++++ Stored data
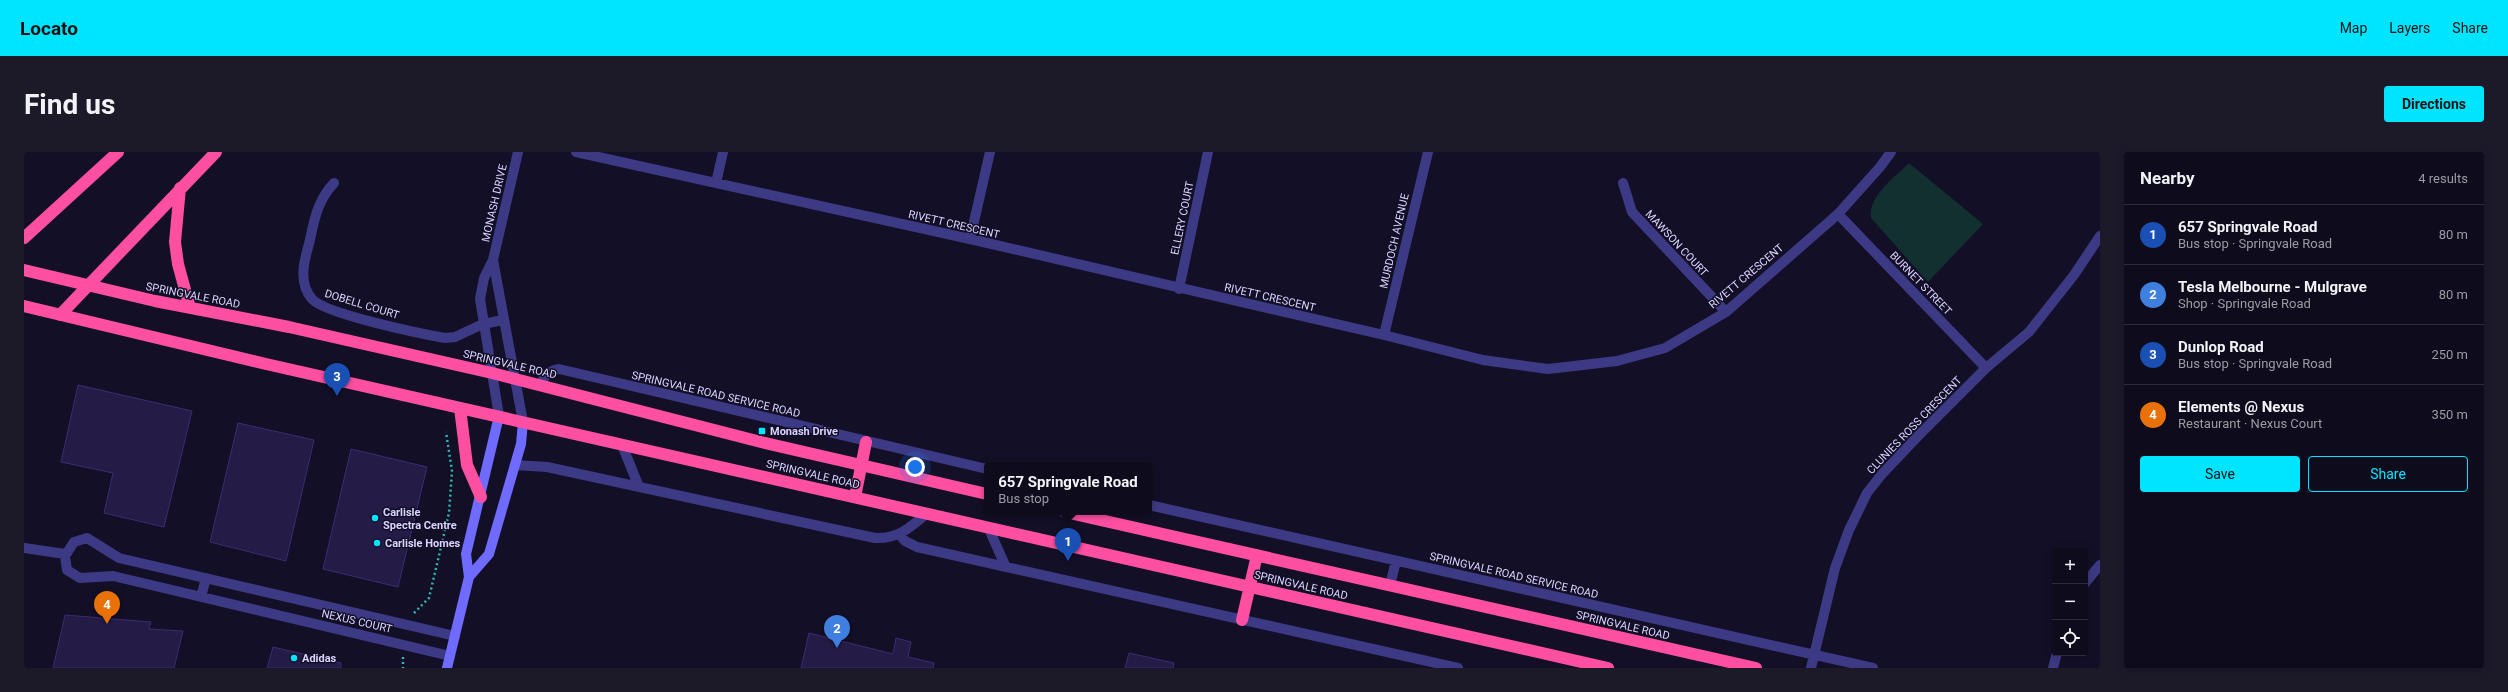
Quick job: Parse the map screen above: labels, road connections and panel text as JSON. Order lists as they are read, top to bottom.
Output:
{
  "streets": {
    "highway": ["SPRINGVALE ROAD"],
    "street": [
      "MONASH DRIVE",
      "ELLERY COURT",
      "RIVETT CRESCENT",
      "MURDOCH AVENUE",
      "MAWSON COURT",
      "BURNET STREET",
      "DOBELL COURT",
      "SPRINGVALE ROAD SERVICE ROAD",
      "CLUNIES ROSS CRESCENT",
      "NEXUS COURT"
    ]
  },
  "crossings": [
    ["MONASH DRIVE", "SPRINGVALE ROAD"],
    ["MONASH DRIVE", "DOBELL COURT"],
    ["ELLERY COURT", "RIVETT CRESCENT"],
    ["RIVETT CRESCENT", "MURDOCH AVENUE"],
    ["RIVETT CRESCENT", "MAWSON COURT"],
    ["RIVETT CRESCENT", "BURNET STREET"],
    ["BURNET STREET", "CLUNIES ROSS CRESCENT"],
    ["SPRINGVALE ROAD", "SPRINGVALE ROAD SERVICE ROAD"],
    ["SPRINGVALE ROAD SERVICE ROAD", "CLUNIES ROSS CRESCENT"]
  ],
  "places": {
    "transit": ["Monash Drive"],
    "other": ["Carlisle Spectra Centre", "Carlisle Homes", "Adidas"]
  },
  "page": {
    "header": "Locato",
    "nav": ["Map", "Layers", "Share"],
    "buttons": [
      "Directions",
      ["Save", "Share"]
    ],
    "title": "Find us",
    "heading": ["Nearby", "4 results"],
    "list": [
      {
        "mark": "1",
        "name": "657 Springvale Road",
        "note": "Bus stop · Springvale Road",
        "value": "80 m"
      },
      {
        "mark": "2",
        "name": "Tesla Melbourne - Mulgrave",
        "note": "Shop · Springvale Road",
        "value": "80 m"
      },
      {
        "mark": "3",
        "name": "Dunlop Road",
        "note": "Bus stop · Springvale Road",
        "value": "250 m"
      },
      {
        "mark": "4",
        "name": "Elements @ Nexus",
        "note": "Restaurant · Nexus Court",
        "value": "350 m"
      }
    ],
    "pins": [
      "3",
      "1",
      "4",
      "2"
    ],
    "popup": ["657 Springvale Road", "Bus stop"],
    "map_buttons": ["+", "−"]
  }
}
++++++++
# Task objective:
Copy the lines that hold the word "MURDOCH". Take them from the records above.

# Response area:
      "MURDOCH AVENUE",
    ["RIVETT CRESCENT", "MURDOCH AVENUE"],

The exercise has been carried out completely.